Davo tragó saliva. Me miró y bajó los ojos. Tendió la antorcha a un soldado y desenvainó poco a poco la espada. Se removía con nerviosismo, apoyándose ora en un pie, ora en el otro.

– ¡No, Magno!

Pompeyo se volvió para ver quién gritaba.

– ¡Sabueso! Debería haberlo adivinado.

– Magno, deja que los muchachos se vayan.

– ¿Que los deje ir? Casi me matan.

– Fue una travesura. Son niños, no soldados. Dudo incluso que supieran que tú ibas a la cabeza de la comitiva.

– Peor aún. ¿Qué habrían dicho en Roma? ¡Pompeyo Magno, muerto accidentalmente por un grupo de gamberros callejeros que hacían trastadas! Lo pagarán con la cabeza.

– ¿Y qué iban a decir en Roma? Unos muchachos, casi unos niños, decapitados y abandonados para que sus padres los encuentren. Si fueran bárbaros de la frontera, de acuerdo, pero estamos en Italia. Podríamos estar en Corfinio. O en la mismísima Roma.

Pompeyo se mordió el labio inferior y me miró durante un momento que me pareció muy largo.

– Envainad los aceros -ordenó al fin-. Dejad a los chicos tal como están, atados y amordazados.
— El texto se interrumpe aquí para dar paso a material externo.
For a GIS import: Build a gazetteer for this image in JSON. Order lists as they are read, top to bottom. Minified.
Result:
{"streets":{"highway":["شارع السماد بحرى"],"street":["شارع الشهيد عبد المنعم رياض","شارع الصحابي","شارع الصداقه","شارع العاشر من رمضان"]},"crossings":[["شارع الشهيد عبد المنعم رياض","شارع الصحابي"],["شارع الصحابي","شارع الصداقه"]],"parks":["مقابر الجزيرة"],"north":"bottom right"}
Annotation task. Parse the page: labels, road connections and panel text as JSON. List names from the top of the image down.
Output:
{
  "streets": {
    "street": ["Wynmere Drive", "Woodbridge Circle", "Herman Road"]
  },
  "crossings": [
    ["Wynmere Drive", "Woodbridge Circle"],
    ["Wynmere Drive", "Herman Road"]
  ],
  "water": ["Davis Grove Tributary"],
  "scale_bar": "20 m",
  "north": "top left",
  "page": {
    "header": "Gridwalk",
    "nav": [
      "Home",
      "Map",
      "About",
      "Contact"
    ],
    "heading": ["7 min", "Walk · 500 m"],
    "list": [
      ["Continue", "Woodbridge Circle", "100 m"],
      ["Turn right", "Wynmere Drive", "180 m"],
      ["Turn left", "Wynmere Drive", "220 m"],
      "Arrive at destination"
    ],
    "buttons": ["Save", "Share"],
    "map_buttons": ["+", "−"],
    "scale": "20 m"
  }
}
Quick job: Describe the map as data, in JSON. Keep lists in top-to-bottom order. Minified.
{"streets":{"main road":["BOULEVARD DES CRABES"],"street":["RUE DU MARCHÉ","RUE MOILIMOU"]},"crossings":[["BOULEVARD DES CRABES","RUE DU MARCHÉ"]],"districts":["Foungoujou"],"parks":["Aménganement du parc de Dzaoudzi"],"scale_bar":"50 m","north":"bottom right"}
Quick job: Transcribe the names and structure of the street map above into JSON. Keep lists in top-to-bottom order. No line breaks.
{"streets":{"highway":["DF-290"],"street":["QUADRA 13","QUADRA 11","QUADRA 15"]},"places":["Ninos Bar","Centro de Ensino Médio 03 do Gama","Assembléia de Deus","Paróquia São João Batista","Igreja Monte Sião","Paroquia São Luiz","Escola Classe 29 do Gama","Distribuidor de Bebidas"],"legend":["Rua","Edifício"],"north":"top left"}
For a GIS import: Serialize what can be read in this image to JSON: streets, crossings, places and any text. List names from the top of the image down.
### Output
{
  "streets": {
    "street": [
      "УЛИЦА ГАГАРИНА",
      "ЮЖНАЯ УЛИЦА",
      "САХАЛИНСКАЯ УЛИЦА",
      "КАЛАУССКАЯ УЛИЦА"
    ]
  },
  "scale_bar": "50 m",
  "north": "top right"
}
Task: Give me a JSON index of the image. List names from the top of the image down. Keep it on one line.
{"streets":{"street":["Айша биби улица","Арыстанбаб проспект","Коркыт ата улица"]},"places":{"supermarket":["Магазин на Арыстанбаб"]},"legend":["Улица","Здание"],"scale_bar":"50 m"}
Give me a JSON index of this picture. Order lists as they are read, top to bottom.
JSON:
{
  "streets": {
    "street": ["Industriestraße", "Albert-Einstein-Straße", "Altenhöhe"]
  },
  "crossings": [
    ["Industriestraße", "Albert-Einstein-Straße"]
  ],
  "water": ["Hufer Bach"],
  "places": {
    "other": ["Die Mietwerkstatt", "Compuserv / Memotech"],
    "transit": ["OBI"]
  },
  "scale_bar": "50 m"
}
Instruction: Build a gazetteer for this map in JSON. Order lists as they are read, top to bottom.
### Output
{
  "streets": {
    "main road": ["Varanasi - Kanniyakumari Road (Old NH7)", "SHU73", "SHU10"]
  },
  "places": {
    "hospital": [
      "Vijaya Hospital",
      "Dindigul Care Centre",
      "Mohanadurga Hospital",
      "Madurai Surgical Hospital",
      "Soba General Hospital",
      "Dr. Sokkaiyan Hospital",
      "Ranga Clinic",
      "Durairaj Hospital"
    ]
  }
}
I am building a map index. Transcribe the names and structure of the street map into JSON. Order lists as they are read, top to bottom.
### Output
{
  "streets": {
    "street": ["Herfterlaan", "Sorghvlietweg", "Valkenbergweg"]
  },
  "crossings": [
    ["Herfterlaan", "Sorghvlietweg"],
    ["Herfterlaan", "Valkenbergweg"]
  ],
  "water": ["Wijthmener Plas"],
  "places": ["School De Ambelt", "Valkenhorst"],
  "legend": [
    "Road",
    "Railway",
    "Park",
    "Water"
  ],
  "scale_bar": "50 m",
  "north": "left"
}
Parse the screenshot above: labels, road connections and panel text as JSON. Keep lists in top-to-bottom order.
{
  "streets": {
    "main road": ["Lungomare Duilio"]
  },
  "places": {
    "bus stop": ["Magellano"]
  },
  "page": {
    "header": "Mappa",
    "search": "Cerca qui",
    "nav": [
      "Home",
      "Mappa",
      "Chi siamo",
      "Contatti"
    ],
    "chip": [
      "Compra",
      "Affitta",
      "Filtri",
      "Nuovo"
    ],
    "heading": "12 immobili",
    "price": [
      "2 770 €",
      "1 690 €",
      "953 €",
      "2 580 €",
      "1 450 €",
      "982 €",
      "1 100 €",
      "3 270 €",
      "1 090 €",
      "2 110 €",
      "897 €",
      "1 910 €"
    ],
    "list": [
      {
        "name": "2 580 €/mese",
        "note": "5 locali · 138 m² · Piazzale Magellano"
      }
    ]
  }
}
Que la ciudadanía vea que han sido capturados y perdonados. Si César puede ser misericordioso, yo también. ¡Por Plutón, salgamos de este lugar de infortunio!

Davo relajó los hombros con alivio. Pompeyo me lanzó una última mirada llena de furia y alargó los brazos hacia sus guardaespaldas para que lo ayudaran a remontar el montan de escombros. Davo se quedó atrás para ocupar su puesto en la retaguardia. Me ayudó a recorrer paso a paso los escombros. Era la última trampa. Corrimos hacia el puerto, sin decir una palabra más.

En cuanto cruzamos las puertas de la ciudad y llegamos al muelle, un soldado recogió todas las antorchas, corrió hacia la orilla y las tiró al agua. El puerto era claramente visible para las fuerzas de César que lo rodeaban. En aquellas circunstancias, la oscuridad era tan importante como el silencio para que la operación de Pompeyo tuviera éxito.

Los muelles estaban atestados de gente que esperaba para subir al barco asignado. Las órdenes se daban en voz baja. Adelantamos rápidamente a la turbamulta que quedaba a ambos lados, en busca del extremo del muelle.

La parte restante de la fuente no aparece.